I think the longevity of consoles also plays a large part in their appeal. Knowing you can use the system to play at consistent performance levels for 7-8 years is a comforting thought.
For the PC side, I’m not sure about your point about drivers. Nvidia/AMD/Intel regularly release day 1 drivers to improve compatibility with new games.
A Radeon RX 6650 XT is like $230 and performs on par or better than the PS5’s GPU. Pair that with a Zen-3-or-newer CPU like the Ryzen 5600 for < $130 that already outperforms the aging Zen 2 CPU in the PS5 and then you’ll have to add 16 GB of RAM which can be had for < $40, a cheap mainboard (you probably don’t care much about the feature set coming from a console anyway), PSU, SSD and case and you’re probably at around $550 to $600.
Save $10 on pretty much every full price AAA title, benefit from more frequent and more aggressive sales, enjoy not having to pay $60 per year and you’ll quickly arrive at a point where you actually paid less for PC gaming while having an experience that’s at least on par if not superior in terms of graphical fidelity and performance.
It’s a myth that PC hardware doesn’t last as long as console hardware, especially nowadays. I know people who are playing current games with a GPU years older than a PS5 just fine. And when you start with hardware equal to or newer/superior to a console, you’ll be able to run all games for that generation just fine.
Oh and don’t start with the magic word “optimization”. Optimization mostly involves improving code paths and removing complexity from scenes where it won’t be noticed. These optimizations seamlessly transfer over to all ports including PC.
$666 without kb/mouse/monitor/os. https://pcpartpicker.com/list/vjVNbL
You’re right in that over the long term, a PC gamer will probably end up spending less on their hobby. But for someone starting from scratch and trying to decide on a path, the console remains the cheaper and easier platform to jump into.
I don’t see where I mentioned optimization but I am curious and maybe you can elaborate further on what I’m guessing are probably the differences between game patch optimizations vs driver level optimizations?

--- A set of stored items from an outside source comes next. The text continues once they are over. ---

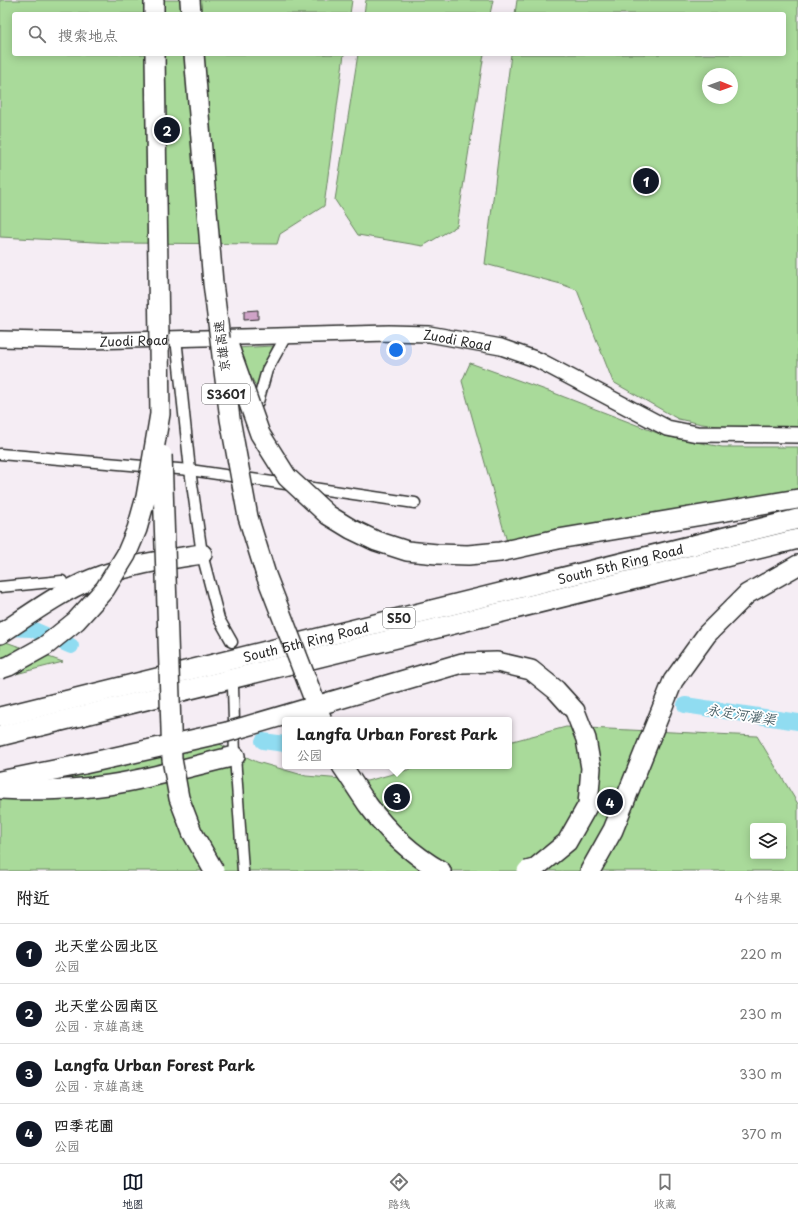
<!DOCTYPE html>
<html lang="zh">
<meta charset="utf-8">
<style>
:root{--surface:#fff;--page:#f6f6f6;--text:#222;--muted:#767676;--line:#e0e0e0;--accent:#111827}
body{margin:0;font-family:"Playpen Sans","LXGW WenKai TC",sans-serif;background:var(--page);color:var(--text)}
.controls{position:absolute;right:12px;bottom:12px;display:grid;overflow:hidden;border-radius:4px;box-shadow:0 2px 10px #0003}
.controls button{width:36px;height:36px;display:grid;place-items:center;padding:0;border:0;border-bottom:1px solid var(--line);background:var(--surface);color:var(--text);font:20px sans-serif}
.compass{position:absolute;left:702px;top:68px;width:36px;height:36px;border-radius:50%;background:var(--surface);box-shadow:0 2px 10px #0003;rotate:91deg}
.you{position:absolute;left:396px;top:350px;width:14px;height:14px;margin:-10px;border:3px solid #fff;border-radius:50%;background:#1a73e8;box-shadow:0 0 0 6px #1a73e833}
.badge{display:grid;place-items:center;width:26px;height:26px;border-radius:50%;background:var(--accent);color:#fff;font-size:13px;font-weight:700}
.pin{position:absolute;translate:-50% -50%;border:2px solid #fff;box-shadow:0 1px 4px #0006}
.popup{position:absolute;left:282px;top:717px;width:230px;height:52px;box-sizing:border-box;display:grid;place-content:center;border-radius:4px;background:var(--surface);filter:drop-shadow(0 1px 3px #0005);font-size:13px;white-space:nowrap;color:var(--muted)}
.popup b{font-size:15px;color:var(--text)}
.popup::after{content:'';position:absolute;left:50%;top:100%;margin-left:-8px;border:8px solid transparent;border-top-color:var(--surface)}
.list{margin:0;padding:0;list-style:none}
h2{display:flex;justify-content:space-between;align-items:center;height:52px;margin:0;padding:0 16px;font-size:17px}
h2 small{font-size:13px;font-weight:400;color:var(--muted)}
.list li{display:grid;grid-template-columns:26px 1fr auto;gap:12px;align-items:center;box-sizing:border-box;height:60px;padding:0 16px;border-top:1px solid var(--line)}
.list b{display:block;font-size:15px;white-space:nowrap}
.list p{margin:0;font-size:13px;white-space:nowrap;color:var(--muted)}
.list em{font-size:13px;font-style:normal;color:var(--muted)}
.icon{flex:none;width:22px;height:22px;fill:none;stroke:currentColor;stroke-width:2;stroke-linecap:round;stroke-linejoin:round}
.map{position:relative;flex:none;width:798px;height:871px;overflow:hidden}
.search{position:absolute;background:var(--surface);box-shadow:0 2px 10px #0003;left:12px;right:12px;top:12px;height:44px;display:flex;align-items:center;gap:10px;box-sizing:border-box;padding:0 14px;border-radius:4px;color:var(--muted);font-size:15px}
.sheet{height:292px;background:var(--surface)}
nav{display:flex;justify-content:space-around;align-items:center;box-sizing:border-box;height:56px;border-top:1px solid var(--line);background:var(--surface);font-size:11px;color:var(--muted)}
nav a{display:grid;justify-items:center;gap:2px}
nav .on{color:var(--accent)}
.map>svg:first-child{display:block}
</style>
<div class="map">
<svg width="798" height="871" viewBox="0 0 798 871">
<rect width="100%" height="100%" fill="#f5edf4"/>
<filter id="ink" filterUnits="userSpaceOnUse"><feTurbulence type="fractalNoise" baseFrequency=".025" numOctaves="2"/><feDisplacementMap in="SourceGraphic" scale="8" xChannelSelector="R" yChannelSelector="G"/><feConvolveMatrix kernelMatrix="1 2 1 2 8 2 1 2 1" color-interpolation-filters="sRGB"/></filter>
<g filter="url(#ink)">
<g fill="#a9da9a" stroke="#6a8262" fill-rule="evenodd">
<path d="M0 0H352L350 14H14V54H344L324 206 280 234 277 244 114 243 0 237Z"/>
<path d="M366 0H493L490 14H364Z"/>
<path d="M517 0H798V429L726 427 702 424 678 419 613 382 577 290 561 284 485 264 511 54H784V14H515ZM708 74H732V98H708Z"/>
<path d="M358 54H484L457 226 423 246 358 235 335 200Z"/>
<path d="M273 346 257 388 235 348Z"/>
<path d="M470 363 554 393 665 436 722 447H798V493L511 556 462 381Z"/>
<path d="M0 641H3L63 662 0 678Z"/>
<path d="M566 727 757 736 798 804V871H0V789L209 739 257 762 306 776 367 781 422 766H509V742ZM753 826H783V856H753Z"/>
</g>
<g fill="none" stroke-linecap="round" stroke-linejoin="round">
<g stroke="#90dcf1" stroke-width="16">
<path d="M4 628 32 629 71 646"/>
<path d="M685 705 798 722"/>
<path d="M263 741 285 744"/>
</g>
</g>
<path fill="#cfa3c7" stroke="#2b2b2b" d="M258 310V319L244 320V311Z"/>
<g fill="none" stroke-linecap="round" stroke-linejoin="round">
<defs>
<g id="minor">
<path d="M176 338 190 470 202 554 219 619 232 642"/>
<path d="M258 402 267 370 286 336"/>
<path d="M0 454 190 470 415 503"/>
<path d="M0 587 62 581"/>
<path d="M233 687 235 756 243 871"/>
</g>
<g id="secondary">
<path id="s1" d="M0 339 89 341 389 333 429 334 501 347 538 360 667 428 697 434 798 435"/>
</g>
<g id="motorway">
<path d="M154 0V14"/>
<path d="M190 0 191 14"/>
<path d="M558 539 798 499"/>
<path d="M0 634C29 615 60 592 92 579 127 565 165 560 202 554"/>
<path id="s2" d="M0 717 798 519"/>
<path d="M0 736 798 539"/>
<path d="M342 766C351 779 359 792 368 805 387 831 413 855 441 871"/>
<path d="M0 781 84 764"/>
<path d="M0 789C43 791 88 790 131 781 166 774 201 764 235 756"/>
<path d="M590 871 613 830 673 681 707 634 747 594 798 565"/>
</g>
</defs>
<use href="#minor" stroke="#2b2b2b" stroke-width="13"/>
<use href="#secondary" stroke="#2b2b2b" stroke-width="18"/>
<use href="#motorway" stroke="#2b2b2b" stroke-width="22"/>
<use href="#minor" stroke="#fff" stroke-width="10"/>
<use href="#secondary" stroke="#fff" stroke-width="15"/>
<use href="#motorway" stroke="#fff" stroke-width="19"/>
<defs>
<g id="motorway-bridge">
<path d="M194 54 213 283 230 419 248 517 266 575 322 720"/>
<path d="M229 347 260 434 287 477 328 515 351 529 376 541 407 551 437 554 468 555 500 552 558 539"/>
<path d="M162 455 172 759 179 798 192 832 214 871"/>
<path d="M0 669 9 666 45 646 76 621 105 589 126 555 137 529 146 497 160 414 155 54"/>
<path d="M84 764 227 732 462 663 497 662 531 670 556 690 575 711 586 739 591 768 588 805 567 842 534 869 527 871"/>
</g>
</defs>
<use href="#motorway-bridge" stroke="#2b2b2b" stroke-width="22" stroke-linecap="butt"/>
<use href="#motorway-bridge" stroke="#fff" stroke-width="19"/>
</g>
</g>
<g text-anchor="middle" dominant-baseline="central" stroke-width="3.5" stroke-linejoin="round" paint-order="stroke">
<g fill="#fff" stroke="#6b6b6b" stroke-width="1">
<rect x="202" y="384" width="48" height="20" rx="3"/>
<rect x="383" y="608" width="32" height="20" rx="3"/>
</g>
<g font-size="12" font-weight="bold" fill="#2b2b2b">
<text x="226" y="394">S3601</text>
<text x="399" y="618">S50</text>
</g>
<g font-size="13" fill="#2b2b2b" stroke="#fff">
<text stroke="none"><textPath href="#s1" startOffset="134">Zuodi Road</textPath></text>
<text stroke="none"><textPath href="#s1" startOffset="458">Zuodi Road</textPath></text>
<text transform="translate(221 346) rotate(-97)">京雄高速</text>
<text stroke="none"><textPath href="#s2" startOffset="639">South 5th Ring Road</textPath></text>
<text stroke="none"><textPath href="#s2" startOffset="315">South 5th Ring Road</textPath></text>
</g>
<g font-size="14" font-style="italic" fill="#496066" stroke="#fff">
<text transform="translate(741 714) rotate(9)">永定河灌渠</text>
</g>
</g>
</svg>
<div class="controls">
<button><svg class="icon" aria-label="layers" viewBox="0 0 24 24"><path d="M12 4l9 5-9 5-9-5zM3 14l9 5 9-5"/></svg></button>
</div>
<svg class="compass" viewBox="-18 -18 36 36"><path d="M0-13l5 13h-10z" fill="#e53935"/><path d="M0 13l5-13h-10z" fill="#767676"/></svg>
<div class="you"></div>
<div class="pin badge" style="left:646px;top:181px">1</div>
<div class="pin badge" style="left:167px;top:130px">2</div>
<div class="pin badge" style="left:397px;top:797px">3</div>
<div class="popup"><b>Langfa Urban Forest Park</b>公园</div>
<div class="pin badge" style="left:610px;top:802px">4</div>
<div class="search"><svg class="icon" aria-label="search" viewBox="0 0 24 24"><circle cx="10" cy="10" r="6"/><path d="M15 15l6 6"/></svg>搜索地点</div>
</div>
<section class="sheet">
<h2>附近<small>4个结果</small></h2>
<ul class="list">
<li><span class="badge">1</span><div><b>北天堂公园北区</b><p>公园</p></div><em>220 m</em></li>
<li><span class="badge">2</span><div><b>北天堂公园南区</b><p>公园 · 京雄高速</p></div><em>230 m</em></li>
<li><span class="badge">3</span><div><b>Langfa Urban Forest Park</b><p>公园 · 京雄高速</p></div><em>330 m</em></li>
<li><span class="badge">4</span><div><b>四季花圃</b><p>公园</p></div><em>370 m</em></li>
</ul>
</section>
<nav>
<a class="on"><svg class="icon" aria-label="map" viewBox="0 0 24 24"><path d="M3 6l6-2 6 2 6-2v14l-6 2-6-2-6 2zM9 4v14M15 6v14"/></svg>地图</a>
<a><svg class="icon" aria-label="directions" viewBox="0 0 24 24"><path d="M12 3l9 9-9 9-9-9zM9 14v-3h6M13 9l2 2-2 2"/></svg>路线</a>
<a><svg class="icon" aria-label="saved" viewBox="0 0 24 24"><path d="M7 4h10v16l-5-4-5 4z"/></svg>收藏</a>
</nav>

I think the “no config” part is missed on most lemmy users. I have buddies who can barely work their phone. They have consoles. They would be screwed trying to do pc gaming, it’s just too much. Drivers. Filesystems and paths. Cloud shit this, updates that. They just want to play.
He’ll, I know how to do everything and the notion of optimization turns me off. Being in your 40s and gaming is precious time where you don’t want to mess around with anything but your entertainment objective. Yeah consoles have some of those things but it’s more idiot proof and straightforward.